→ **Directions**
Set down, exactly as they appear, the line containing "What data does" and all subsequent lines through the end of the material below.

[Recorded information Boundary: Start]

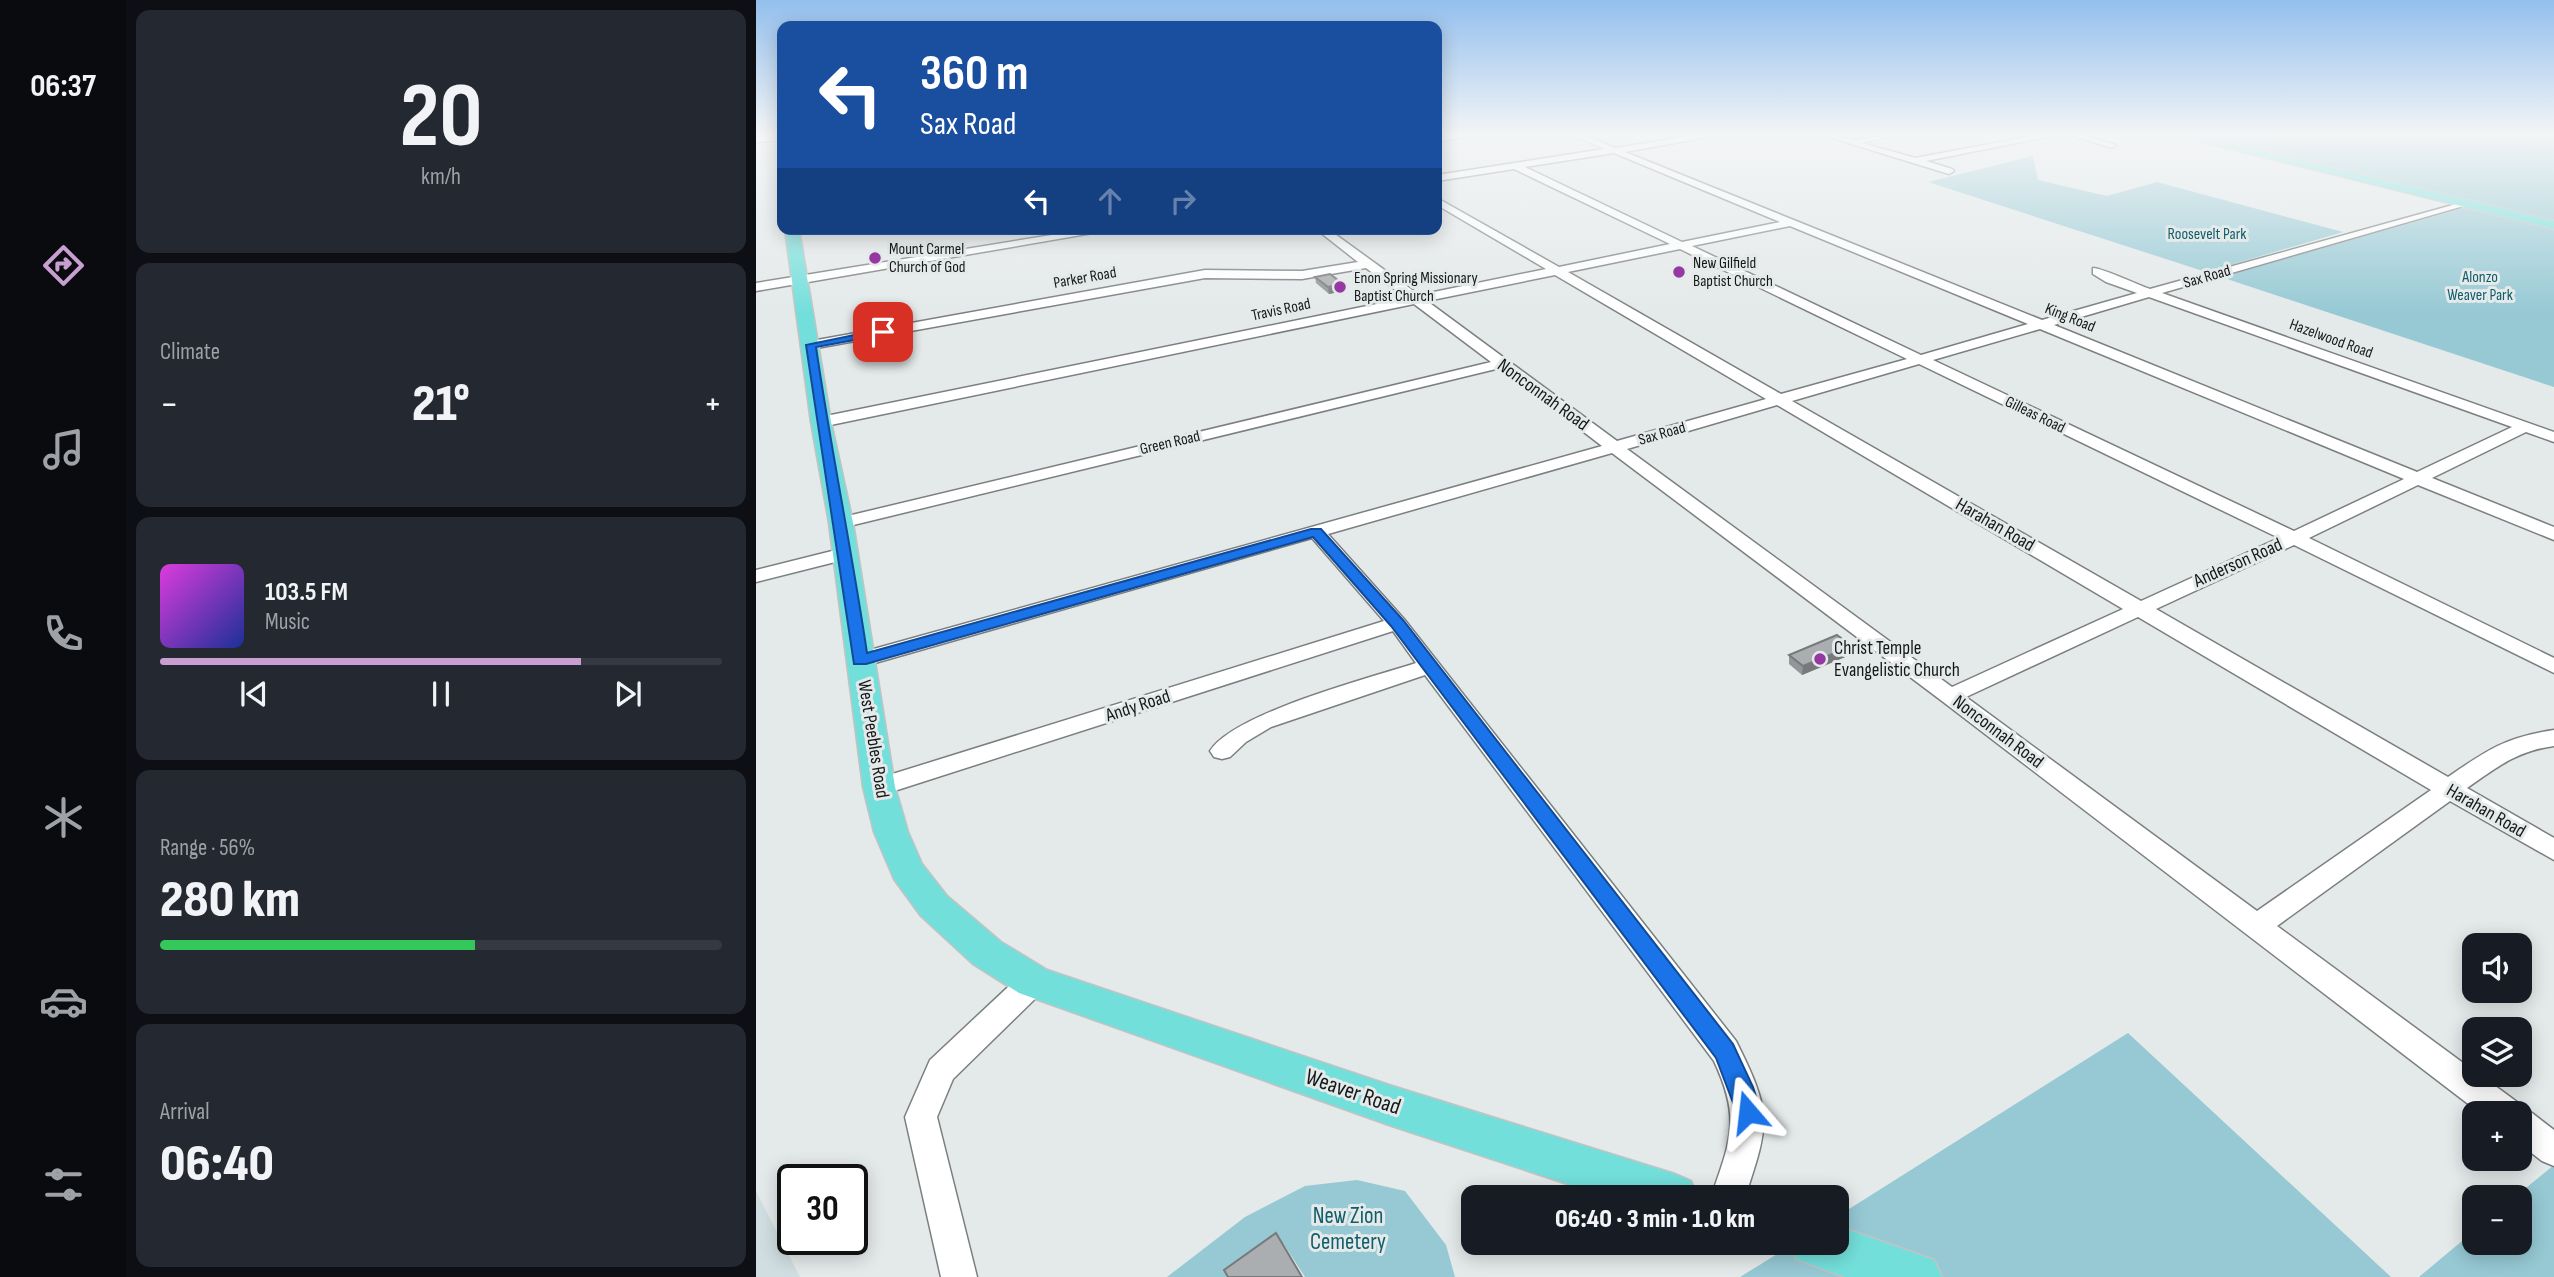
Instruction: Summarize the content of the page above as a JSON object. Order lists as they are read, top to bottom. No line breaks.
{"streets":{"main road":["West Peebles Road","Weaver Road"],"street":["Sax Road","Parker Road","Travis Road","King Road","Hazelwood Road","Nonconnah Road","Gilleas Road","Green Road","Harahan Road","Anderson Road","Andy Road"]},"crossings":[["Sax Road","King Road"],["Sax Road","Hazelwood Road"],["Sax Road","Nonconnah Road"],["Sax Road","Gilleas Road"],["Sax Road","Harahan Road"],["Sax Road","West Peebles Road"],["Parker Road","Nonconnah Road"],["Parker Road","West Peebles Road"],["Travis Road","King Road"],["Travis Road","Nonconnah Road"],["Travis Road","Gilleas Road"],["Travis Road","Harahan Road"],["Travis Road","West Peebles Road"],["King Road","Anderson Road"],["Hazelwood Road","Anderson Road"],["Nonconnah Road","Green Road"],["Nonconnah Road","Anderson Road"],["Gilleas Road","Anderson Road"],["Green Road","West Peebles Road"],["Harahan Road","Anderson Road"],["Andy Road","West Peebles Road"],["West Peebles Road","Weaver Road"]],"parks":["Roosevelt Park","Alonzo Weaver Park","New Zion Cemetery"],"places":["Mount Carmel Church of God","New Gilfield Baptist Church","Enon Spring Missionary Baptist Church","Christ Temple Evangelistic Church"],"page":{"tabs":"06:37","tile":[["20","km/h"],"Climate",["Range · 56%","280 km"],["Arrival","06:40"]],"turn":["360 m","Sax Road"],"heat":["−","21°","+"],"song":["103.5 FM","Music"],"map_buttons":["+","−"],"limit":"30","trip":"06:40 · 3 min · 1.0 km"}}
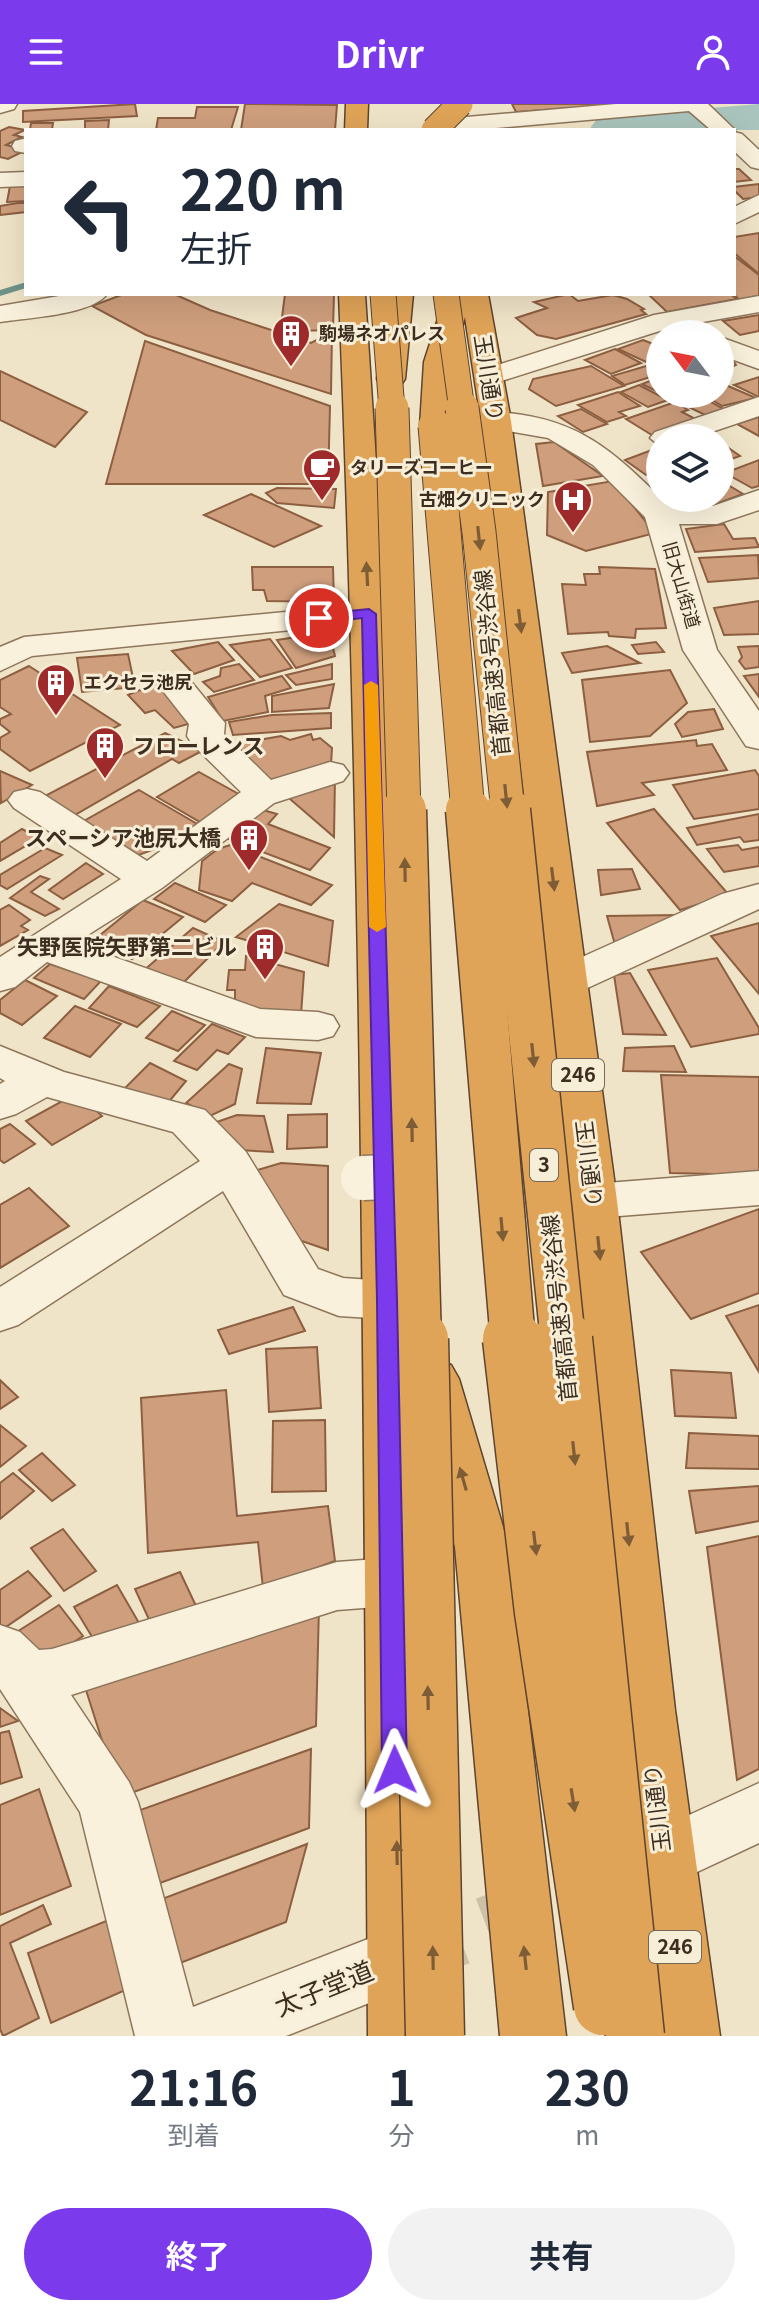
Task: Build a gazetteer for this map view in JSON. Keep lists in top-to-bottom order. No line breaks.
{"streets":{"highway":["玉川通り","首都高速3号渋谷線","246","3"],"street":["旧大山街道","太子堂道"]},"crossings":[["玉川通り","旧大山街道"]],"places":{"building":["駒場ネオパレス","エクセラ池尻","フローレンス","スペーシア池尻大橋","矢野医院矢野第二ビル"],"cafe":["タリーズコーヒー"],"hospital":["古畑クリニック"]},"north":"top left","page":{"header":"Drivr","turn":["220 m","左折"],"eta":["21:16","到着","1","分","230","m"],"buttons":["終了","共有"]}}
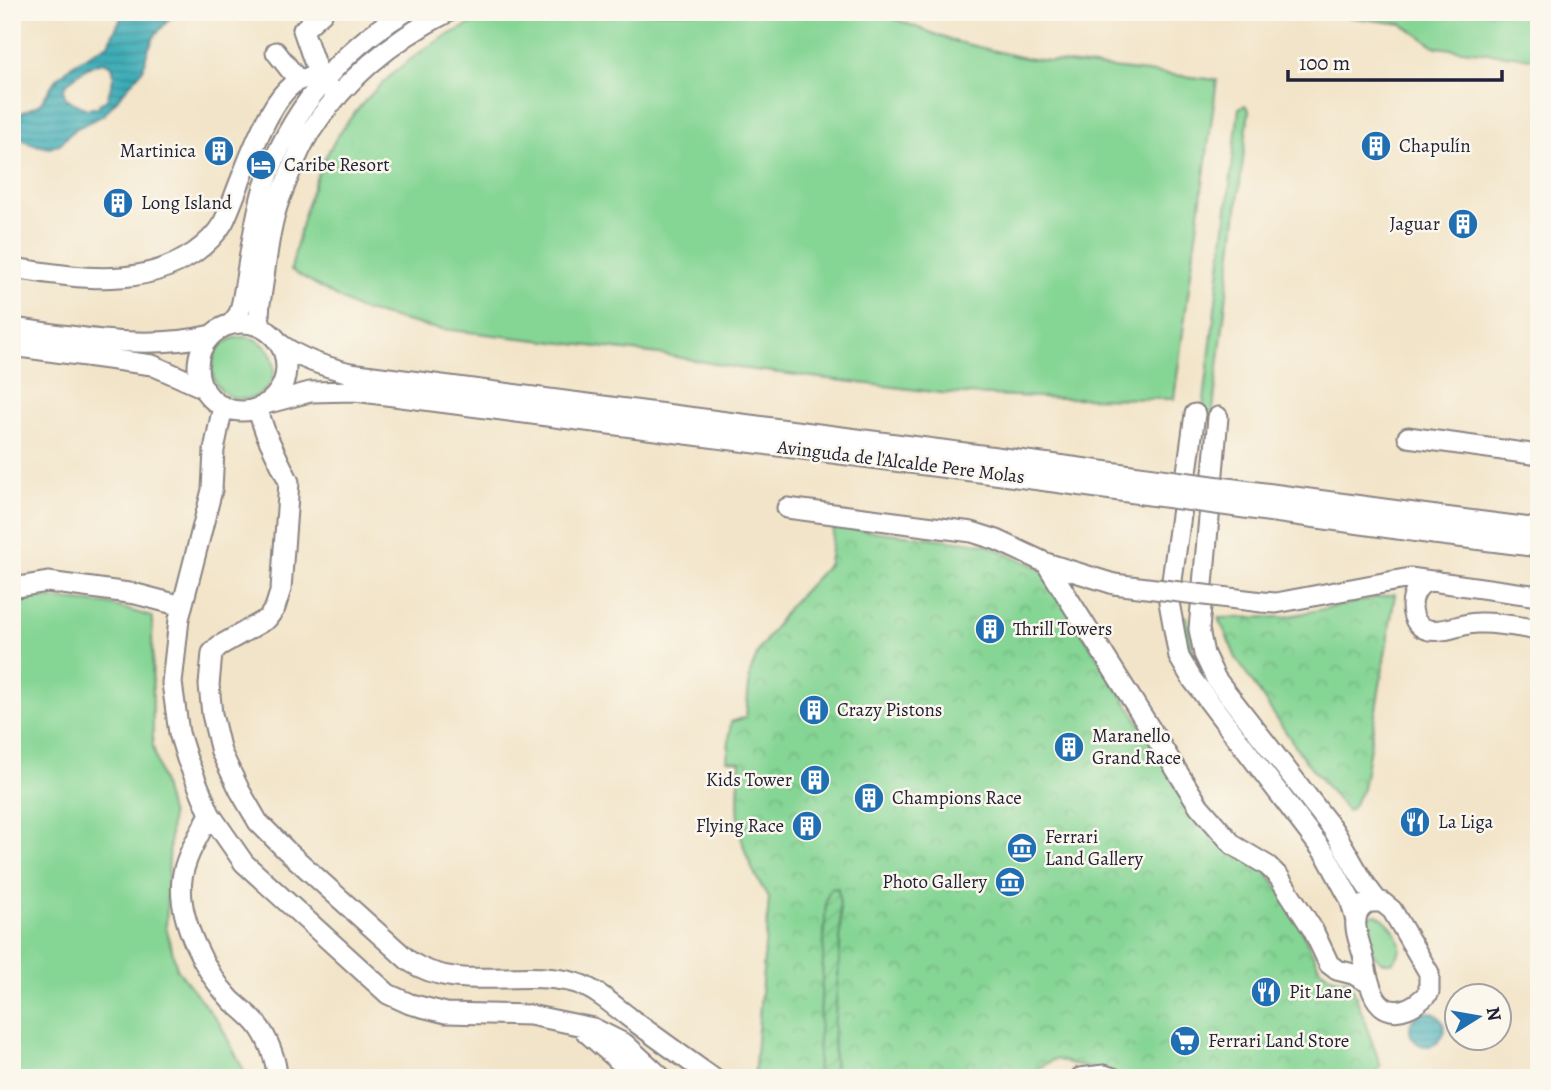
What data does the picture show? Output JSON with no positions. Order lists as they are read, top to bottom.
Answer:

[Recorded information Boundary: End]

→ **Written solution**
What data does the picture show? Output JSON with no positions. Order lists as they are read, top to bottom.
Answer:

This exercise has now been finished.